A glimmer of hope appeared on the horizon late on Tuesday when the National Union of Mineworkers (NUM) and the National Union of Metalworkers of SA (Numsa) called on workers taking part in an illegal strike at Eskom to “normalise the situation”.
That is a transparent code to their members taking part in an industrial action blamed for tipping the country into Stage 6 load shedding to return to work. The strike has not been officially sanctioned by the unions so it remains to be seen if those taking part in the protests will heed the call. But union sources who spoke to Business Maverick said they expected the employees to pick up their tools.
The breakthrough came after Eskom and the union leaders met on Tuesday and agreed to resume wage talks on Friday at the Central Bargaining Forum (CBF).

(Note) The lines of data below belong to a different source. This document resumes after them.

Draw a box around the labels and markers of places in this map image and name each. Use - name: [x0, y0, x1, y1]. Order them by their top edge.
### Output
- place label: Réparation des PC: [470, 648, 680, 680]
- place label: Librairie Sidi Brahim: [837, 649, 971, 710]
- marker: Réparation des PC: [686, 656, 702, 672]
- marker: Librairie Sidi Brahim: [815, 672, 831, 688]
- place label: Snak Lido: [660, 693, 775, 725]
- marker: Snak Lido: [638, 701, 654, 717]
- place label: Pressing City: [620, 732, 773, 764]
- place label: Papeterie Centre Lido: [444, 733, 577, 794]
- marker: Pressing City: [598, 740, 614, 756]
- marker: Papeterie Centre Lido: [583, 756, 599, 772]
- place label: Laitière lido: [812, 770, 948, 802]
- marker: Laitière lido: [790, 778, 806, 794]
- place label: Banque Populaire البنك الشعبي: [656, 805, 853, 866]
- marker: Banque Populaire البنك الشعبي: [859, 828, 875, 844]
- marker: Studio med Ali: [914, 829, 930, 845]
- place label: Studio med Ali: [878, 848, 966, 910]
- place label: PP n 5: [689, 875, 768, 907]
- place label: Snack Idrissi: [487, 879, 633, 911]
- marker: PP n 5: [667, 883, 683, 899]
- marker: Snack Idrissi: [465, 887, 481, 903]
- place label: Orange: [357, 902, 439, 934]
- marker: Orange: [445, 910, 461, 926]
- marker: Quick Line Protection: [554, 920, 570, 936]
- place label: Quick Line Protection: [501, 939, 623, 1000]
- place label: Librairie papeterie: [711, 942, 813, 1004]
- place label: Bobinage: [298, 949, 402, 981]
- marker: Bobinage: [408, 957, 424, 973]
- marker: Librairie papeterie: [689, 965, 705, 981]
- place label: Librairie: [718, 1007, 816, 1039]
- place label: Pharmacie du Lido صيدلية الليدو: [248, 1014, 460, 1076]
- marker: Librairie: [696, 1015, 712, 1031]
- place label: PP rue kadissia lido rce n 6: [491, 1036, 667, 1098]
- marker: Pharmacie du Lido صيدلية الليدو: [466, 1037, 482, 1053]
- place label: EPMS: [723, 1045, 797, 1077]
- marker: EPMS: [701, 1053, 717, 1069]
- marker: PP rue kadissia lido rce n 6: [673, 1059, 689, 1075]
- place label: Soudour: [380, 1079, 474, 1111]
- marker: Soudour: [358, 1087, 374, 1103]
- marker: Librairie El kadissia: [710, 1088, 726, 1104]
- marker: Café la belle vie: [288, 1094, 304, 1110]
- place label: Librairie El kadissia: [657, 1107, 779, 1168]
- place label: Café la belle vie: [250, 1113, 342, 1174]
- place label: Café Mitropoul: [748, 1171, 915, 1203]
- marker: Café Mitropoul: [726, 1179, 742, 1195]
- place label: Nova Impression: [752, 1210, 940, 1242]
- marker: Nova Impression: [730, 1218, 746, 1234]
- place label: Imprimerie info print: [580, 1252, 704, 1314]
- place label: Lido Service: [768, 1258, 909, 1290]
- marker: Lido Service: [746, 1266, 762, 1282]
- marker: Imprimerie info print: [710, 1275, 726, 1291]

“Given the fact that Eskom has finally agreed to return to the negotiating table and there is a new offer which will be formally presented on Friday in the CBF, NUM and Numsa leadership are calling on our members at Eskom to give the process of negotiations a chance,” the NUM and Numsa said in a joint statement.
“In light of these developments, we call on workers at Eskom to normalise the situation given that Eskom has returned to the negotiating table.”
Eskom said in a statement that the meeting was “productive”.
But it warned that while the workforce may be back in full force on the job on Wednesday, “The system will still take some time to recover. As a result of the strike, maintenance work has had to be postponed, and this backlog will take time to clear.”
So Stage 6 load shedding, which had not been triggered since December 2019, may still bite the economy for some time. It effectively means that 6,000MW have to be removed from the grid on a rolling basis to prevent a complete collapse of the system that would throw South Africa back into a pre-industrial, “Mad Max” kind of era for a few weeks.
The markets are certainly sensitive. The rand tanked on Tuesday, breaking above 16/$ for the first time in over a week before settling a bit on news that the strike might be ending.
Social media is far from the most accurate gauge of public opinion, but an unscientific glance at platforms such as Twitter suggests that neither the unions nor Eskom have much in the way of public support. Everyone hates Eskom, and Eskom employees who cause more blackouts are hardly going to be viewed sympathetically by households and struggling businesses, big and small.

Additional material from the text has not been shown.